* Work request:
If a line in the records contains the string "stream", show that line.

Stored data:
++++

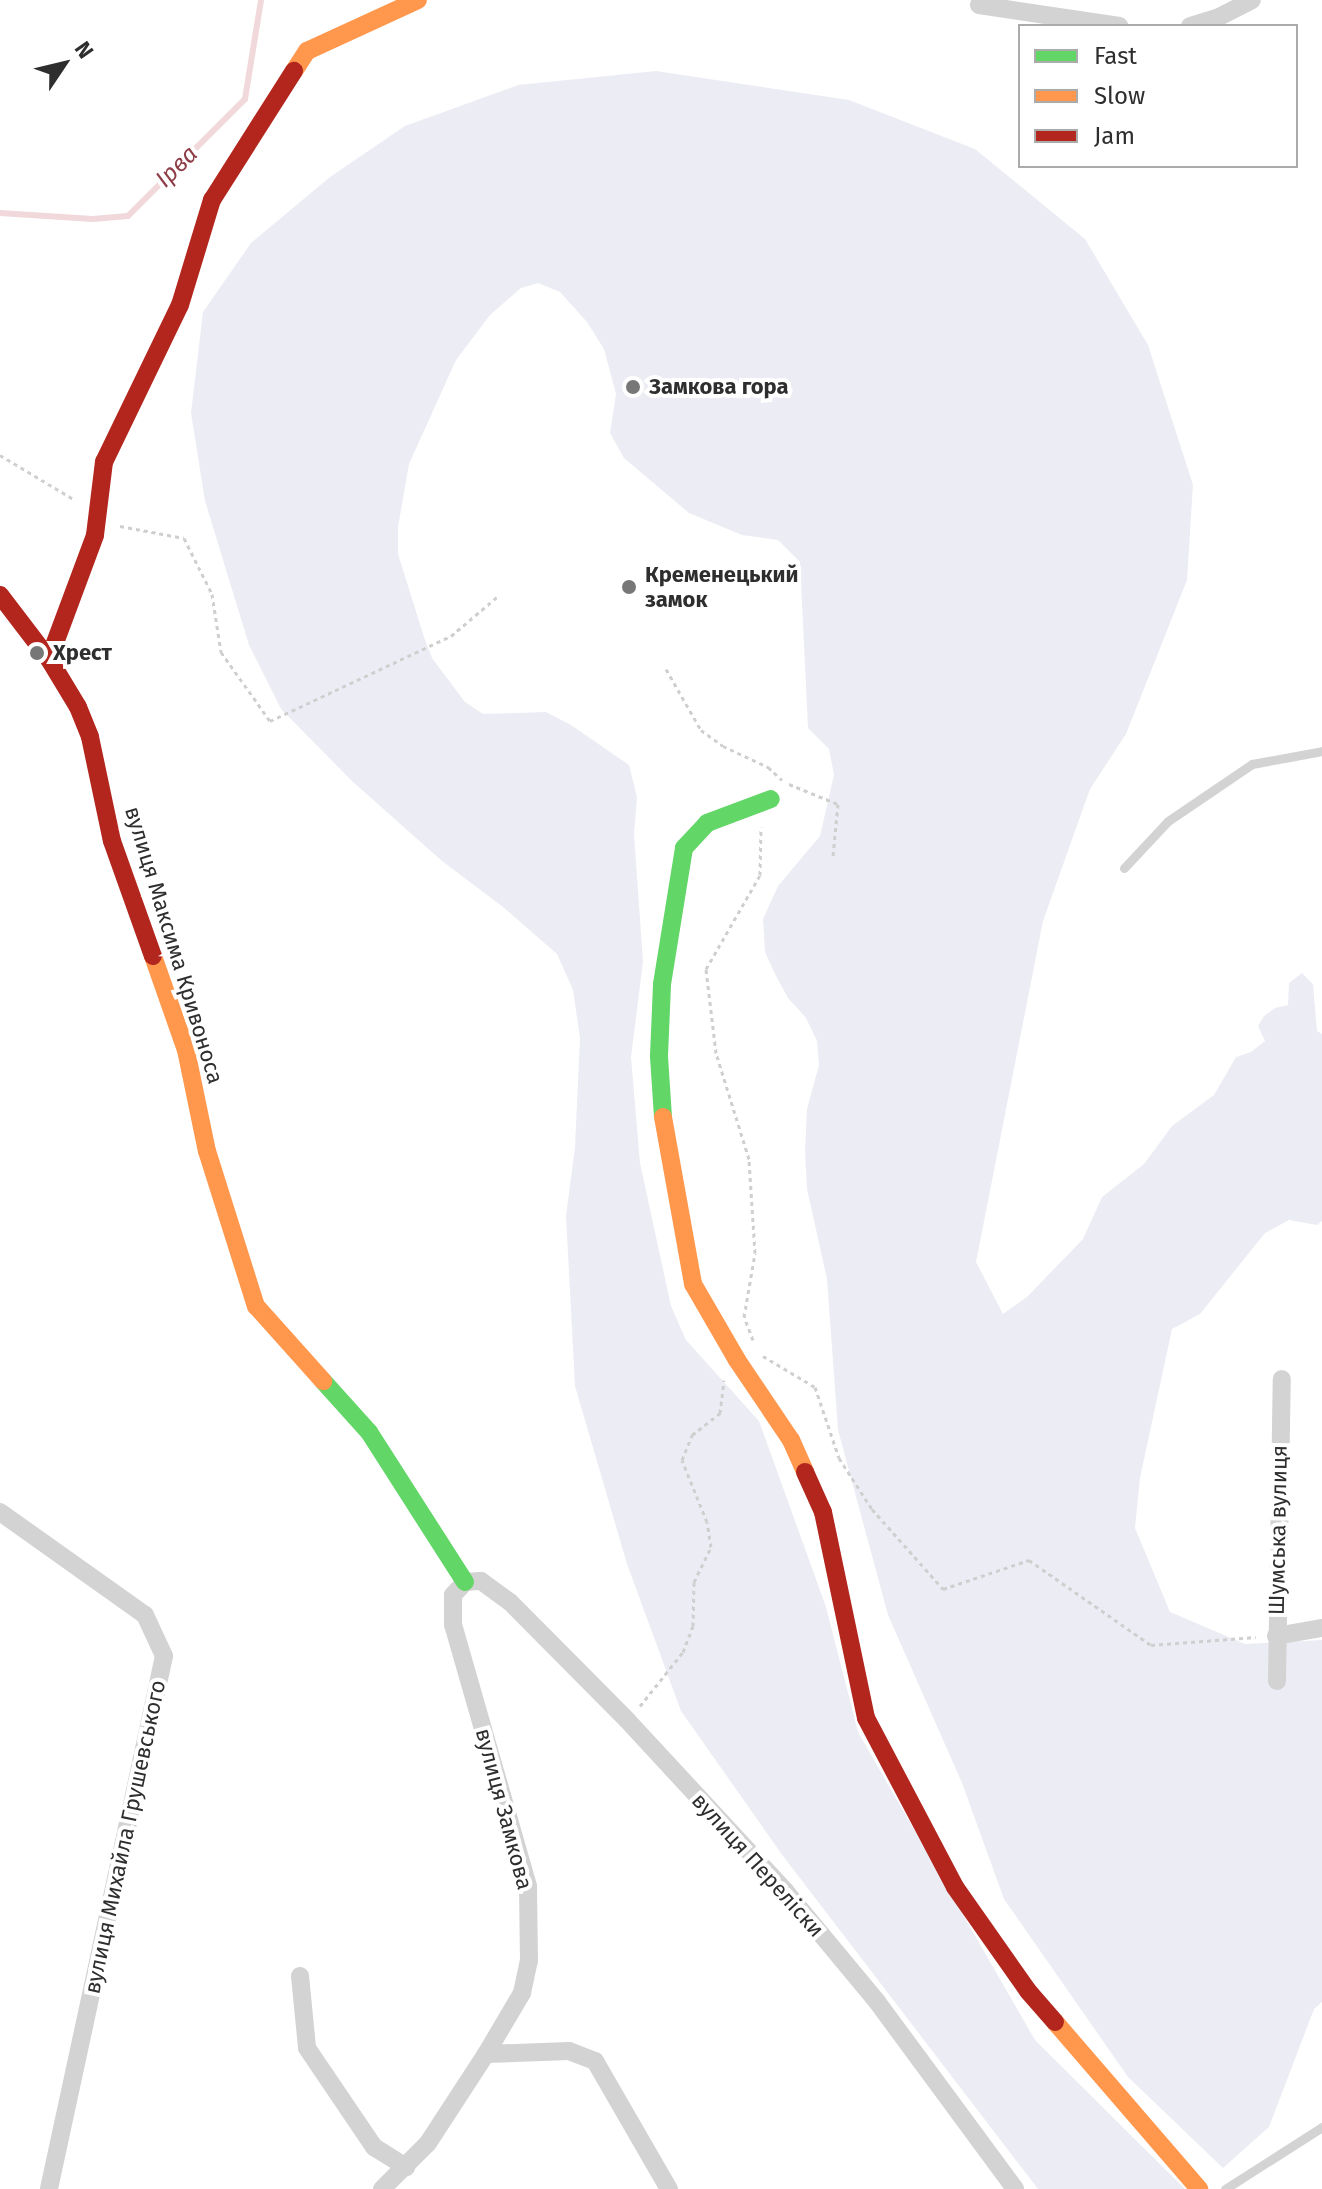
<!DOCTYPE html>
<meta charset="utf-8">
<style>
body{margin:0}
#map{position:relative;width:1322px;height:2189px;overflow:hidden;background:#fff;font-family:"Fira Sans",sans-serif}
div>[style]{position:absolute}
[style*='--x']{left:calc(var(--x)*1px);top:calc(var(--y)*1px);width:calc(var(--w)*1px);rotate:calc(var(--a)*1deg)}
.green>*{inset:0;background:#ececf4}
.stream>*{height:6px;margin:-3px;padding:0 3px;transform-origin:3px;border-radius:3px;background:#f0d8db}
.path>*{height:3px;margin-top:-1.5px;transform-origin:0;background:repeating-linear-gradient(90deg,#cfcfcf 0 4px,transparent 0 8px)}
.lane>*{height:9px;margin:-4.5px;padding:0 4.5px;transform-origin:4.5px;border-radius:4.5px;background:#d3d3d3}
.street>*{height:18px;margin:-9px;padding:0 9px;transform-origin:9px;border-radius:9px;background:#d3d3d3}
.fast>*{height:18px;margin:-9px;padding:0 9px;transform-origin:9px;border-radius:9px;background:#63d668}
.slow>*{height:18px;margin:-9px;padding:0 9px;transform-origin:9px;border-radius:9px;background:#ff974d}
.jam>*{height:18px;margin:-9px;padding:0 9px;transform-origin:9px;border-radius:9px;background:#b3261e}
.dots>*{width:22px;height:22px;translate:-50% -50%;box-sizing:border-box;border:4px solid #fff;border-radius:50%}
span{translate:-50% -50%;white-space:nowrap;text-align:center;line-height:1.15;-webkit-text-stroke:8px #fff;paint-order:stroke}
.poi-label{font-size:22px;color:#2e2e2e;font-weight:700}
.left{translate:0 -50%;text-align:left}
.street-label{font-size:22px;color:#2e2e2e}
.water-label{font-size:24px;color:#8e3e47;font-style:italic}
.legend{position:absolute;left:1018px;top:24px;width:280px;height:144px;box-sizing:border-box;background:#fff;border:2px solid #ababab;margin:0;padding:10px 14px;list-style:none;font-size:24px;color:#2e2e2e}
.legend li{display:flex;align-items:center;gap:16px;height:40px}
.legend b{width:40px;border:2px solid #ababab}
.north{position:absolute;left:24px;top:24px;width:80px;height:80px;-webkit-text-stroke:6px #fff;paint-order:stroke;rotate:55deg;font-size:22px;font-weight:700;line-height:32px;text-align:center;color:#2e2e2e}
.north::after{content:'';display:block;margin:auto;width:28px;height:36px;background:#2e2e2e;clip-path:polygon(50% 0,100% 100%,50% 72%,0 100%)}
</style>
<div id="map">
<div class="green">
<i style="clip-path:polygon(656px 71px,849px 100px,975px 149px,1085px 239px,1148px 345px,1193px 485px,1187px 580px,1126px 734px,1090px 789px,1043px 921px,976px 1262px,1003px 1314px,1028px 1296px,1083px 1239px,1102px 1197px,1144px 1164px,1172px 1126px,1214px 1095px,1236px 1057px,1251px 1052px,1265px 1041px,1258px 1026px,1264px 1016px,1275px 1008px,1288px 1005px,1289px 983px,1302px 973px,1313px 984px,1317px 1031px,1322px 1034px,1322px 1221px,1317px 1225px,1289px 1220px,1265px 1233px,1200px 1314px,1172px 1329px,1140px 1478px,1135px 1528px,1170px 1612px,1245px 1644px,1322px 1640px,1322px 2002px,1314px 2009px,1269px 2127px,1223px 2168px,1128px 2077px,1004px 1899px,962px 1783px,888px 1615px,838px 1430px,827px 1279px,807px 1189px,805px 1150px,807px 1109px,819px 1065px,817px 1041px,806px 1018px,788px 998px,776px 976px,765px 952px,763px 919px,778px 886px,820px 836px,834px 775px,829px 749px,808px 728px,800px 562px,778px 540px,742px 535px,689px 513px,624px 458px,610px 433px,616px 394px,604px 349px,587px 322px,560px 292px,538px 283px,521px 288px,490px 315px,456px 360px,409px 464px,398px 527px,398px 554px,424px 637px,432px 658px,465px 702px,483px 714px,546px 712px,571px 725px,629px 765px,637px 797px,634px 834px,643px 962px,631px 1057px,640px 1163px,671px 1306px,686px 1340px,759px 1421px,826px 1607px,858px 1732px,1035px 2040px,1185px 2189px,1038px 2189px,783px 1856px,681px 1711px,627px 1564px,575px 1386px,566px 1216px,575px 1147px,580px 1038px,573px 990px,557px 954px,503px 907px,442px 861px,353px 782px,281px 709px,249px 645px,205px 501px,191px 413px,203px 312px,251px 243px,330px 177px,405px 126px,518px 85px)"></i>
</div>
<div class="stream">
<i style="--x:0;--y:213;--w:93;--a:3.7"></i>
<i style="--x:93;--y:219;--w:35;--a:-5"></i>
<i style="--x:128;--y:216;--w:165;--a:-45"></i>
<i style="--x:245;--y:99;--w:100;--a:-80.8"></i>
</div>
<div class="path">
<i style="--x:0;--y:455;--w:87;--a:31"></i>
<i style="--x:120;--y:526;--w:65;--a:10.6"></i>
<i style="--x:184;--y:538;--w:63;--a:63.4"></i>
<i style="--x:212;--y:594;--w:59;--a:81.2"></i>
<i style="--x:221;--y:652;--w:85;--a:54.6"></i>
<i style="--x:270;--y:721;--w:200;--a:-25.2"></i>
<i style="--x:451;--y:636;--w:60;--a:-40.3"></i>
<i style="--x:666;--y:669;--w:70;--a:60.2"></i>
<i style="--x:701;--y:730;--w:27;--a:36"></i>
<i style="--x:723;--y:746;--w:50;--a:25"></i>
<i style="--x:768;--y:767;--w:19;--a:43"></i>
<i style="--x:789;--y:784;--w:53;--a:22.2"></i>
<i style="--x:838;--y:804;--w:52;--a:95.5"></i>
<i style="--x:753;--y:1340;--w:25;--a:-111"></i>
<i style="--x:744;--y:1317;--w:65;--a:-80.2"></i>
<i style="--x:755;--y:1253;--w:94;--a:-93.7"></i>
<i style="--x:749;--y:1159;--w:111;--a:-107.3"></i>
<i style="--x:716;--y:1053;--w:85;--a:-96.8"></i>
<i style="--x:706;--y:969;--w:108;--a:-60.1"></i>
<i style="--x:760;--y:875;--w:48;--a:-88.8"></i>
<i style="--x:763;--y:1356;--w:61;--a:30.8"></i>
<i style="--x:815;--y:1387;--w:75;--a:71.3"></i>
<i style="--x:839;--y:1458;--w:61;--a:57.1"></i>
<i style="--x:872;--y:1509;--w:107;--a:48.4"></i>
<i style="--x:943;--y:1589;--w:91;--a:-18.6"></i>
<i style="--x:1029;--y:1560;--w:149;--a:34.9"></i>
<i style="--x:1151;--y:1645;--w:105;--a:-4.4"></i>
<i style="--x:640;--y:1706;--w:69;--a:-51.5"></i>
<i style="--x:683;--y:1652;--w:28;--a:-69"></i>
<i style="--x:693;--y:1626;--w:44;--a:-88.7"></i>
<i style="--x:694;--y:1582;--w:39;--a:-64"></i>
<i style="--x:711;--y:1547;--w:25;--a:-99"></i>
<i style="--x:707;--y:1522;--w:67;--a:-112"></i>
<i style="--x:682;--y:1460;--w:27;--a:-68"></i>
<i style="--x:692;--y:1435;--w:36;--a:-38"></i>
<i style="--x:720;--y:1413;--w:33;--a:-83"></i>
</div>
<div class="lane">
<i style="--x:1124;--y:868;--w:64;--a:-46.9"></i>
<i style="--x:1168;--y:821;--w:102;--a:-34.2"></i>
<i style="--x:1252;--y:764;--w:71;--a:-10.5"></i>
<i style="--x:1225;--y:2189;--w:115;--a:-32.6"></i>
</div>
<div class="street">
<i style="--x:979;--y:5;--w:142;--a:8.5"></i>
<i style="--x:1190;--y:26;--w:28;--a:-17"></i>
<i style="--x:1217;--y:18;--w:39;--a:-27"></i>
<i style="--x:0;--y:1512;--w:178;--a:35.4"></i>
<i style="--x:145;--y:1615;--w:45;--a:65.1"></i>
<i style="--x:164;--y:1656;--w:545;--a:102.18"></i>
<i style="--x:1276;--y:1636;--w:47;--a:-9.9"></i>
<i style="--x:1277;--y:1681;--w:302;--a:-89.1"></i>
<i style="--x:300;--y:1976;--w:72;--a:84.4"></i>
<i style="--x:307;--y:2048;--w:120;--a:55.9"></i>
<i style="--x:374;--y:2147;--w:38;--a:32"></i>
<i style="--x:486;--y:2054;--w:83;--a:-2.1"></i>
<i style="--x:569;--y:2051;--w:28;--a:21"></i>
<i style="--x:595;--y:2061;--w:148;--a:60"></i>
<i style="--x:382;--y:2189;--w:65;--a:-45"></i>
<i style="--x:428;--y:2143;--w:106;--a:-56.9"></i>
<i style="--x:486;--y:2054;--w:71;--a:-59.5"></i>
<i style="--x:522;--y:1993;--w:33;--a:-78"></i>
<i style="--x:529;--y:1961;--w:75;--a:-90.8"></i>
<i style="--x:528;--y:1886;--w:272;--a:-106"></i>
<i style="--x:453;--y:1625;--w:30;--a:-90"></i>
<i style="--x:453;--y:1595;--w:18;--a:-47"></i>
<i style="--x:465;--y:1582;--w:16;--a:-4"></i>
<i style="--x:481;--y:1581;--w:36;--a:36"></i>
<i style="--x:510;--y:1602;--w:166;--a:45.2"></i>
<i style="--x:627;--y:1720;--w:234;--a:47.2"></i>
<i style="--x:786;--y:1892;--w:144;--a:50.3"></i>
<i style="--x:878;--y:2003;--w:231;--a:53.6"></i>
</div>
<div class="fast">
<i style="--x:663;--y:1117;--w:61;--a:-93.8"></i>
<i style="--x:659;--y:1056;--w:72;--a:-87.6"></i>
<i style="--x:662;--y:984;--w:138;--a:-80.8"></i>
<i style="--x:684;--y:848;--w:34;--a:-47"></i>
<i style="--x:707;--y:823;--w:68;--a:-20.6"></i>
<i style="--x:323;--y:1381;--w:69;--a:48"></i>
<i style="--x:369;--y:1432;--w:178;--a:57.4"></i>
</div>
<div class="slow">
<i style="--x:294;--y:71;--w:24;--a:-57"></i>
<i style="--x:307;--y:51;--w:122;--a:-24.7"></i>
<i style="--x:153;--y:956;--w:100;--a:70.7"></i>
<i style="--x:186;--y:1050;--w:103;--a:78.3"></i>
<i style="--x:207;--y:1151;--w:163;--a:72.5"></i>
<i style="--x:256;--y:1306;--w:101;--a:48.2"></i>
<i style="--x:663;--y:1117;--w:170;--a:79.8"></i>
<i style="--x:693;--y:1284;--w:88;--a:59.9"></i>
<i style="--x:737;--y:1360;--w:97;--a:56"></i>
<i style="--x:791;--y:1440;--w:35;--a:66"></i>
<i style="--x:1055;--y:2022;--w:221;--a:49.2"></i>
</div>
<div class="jam">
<i style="--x:0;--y:595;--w:81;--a:52.6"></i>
<i style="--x:49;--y:659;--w:56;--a:58.9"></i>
<i style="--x:78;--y:707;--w:32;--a:68"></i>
<i style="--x:90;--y:737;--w:106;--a:78.1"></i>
<i style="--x:112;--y:841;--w:122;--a:70.4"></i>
<i style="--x:49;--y:659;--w:132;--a:-69.6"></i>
<i style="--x:95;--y:535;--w:74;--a:-83"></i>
<i style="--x:104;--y:462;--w:174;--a:-64.2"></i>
<i style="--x:180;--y:305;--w:110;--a:-73.1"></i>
<i style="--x:212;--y:200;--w:153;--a:-57.6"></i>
<i style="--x:805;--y:1472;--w:44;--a:65.8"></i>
<i style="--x:823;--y:1512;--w:210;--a:78.2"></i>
<i style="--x:866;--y:1718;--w:191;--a:62.2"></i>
<i style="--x:955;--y:1887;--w:127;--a:54.9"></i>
<i style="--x:1028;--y:1991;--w:41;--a:48.9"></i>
</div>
<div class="dots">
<i style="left:633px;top:387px;background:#777"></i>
<i style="left:629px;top:587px;background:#777"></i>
<i style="left:37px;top:653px;background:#777"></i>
</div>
<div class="poi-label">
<span class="left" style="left:649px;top:387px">Замкова гора</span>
<span class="left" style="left:645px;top:587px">Кременецький<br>замок</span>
<span class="left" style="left:53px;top:653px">Хрест</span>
</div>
<div class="street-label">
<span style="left:174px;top:945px;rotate:73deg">вулиця Максима Кривоноса</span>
<span style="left:1278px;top:1530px;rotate:-89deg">Шумська вулиця</span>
<span style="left:504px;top:1809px;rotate:75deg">вулиця Замкова</span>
<span style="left:125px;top:1837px;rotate:-78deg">вулиця Михайла Грушевського</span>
<span style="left:758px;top:1865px;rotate:48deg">вулиця Переліски</span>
</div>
<div class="water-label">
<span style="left:177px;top:167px;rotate:-45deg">Ірва</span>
</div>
<ul class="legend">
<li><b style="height:10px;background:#63d668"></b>Fast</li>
<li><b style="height:10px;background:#ff974d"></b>Slow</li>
<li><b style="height:10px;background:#b3261e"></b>Jam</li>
</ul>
<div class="north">N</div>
</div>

++++

* Response below:
.stream>*{height:6px;margin:-3px;padding:0 3px;transform-origin:3px;border-radius:3px;background:#f0d8db}
<div class="stream">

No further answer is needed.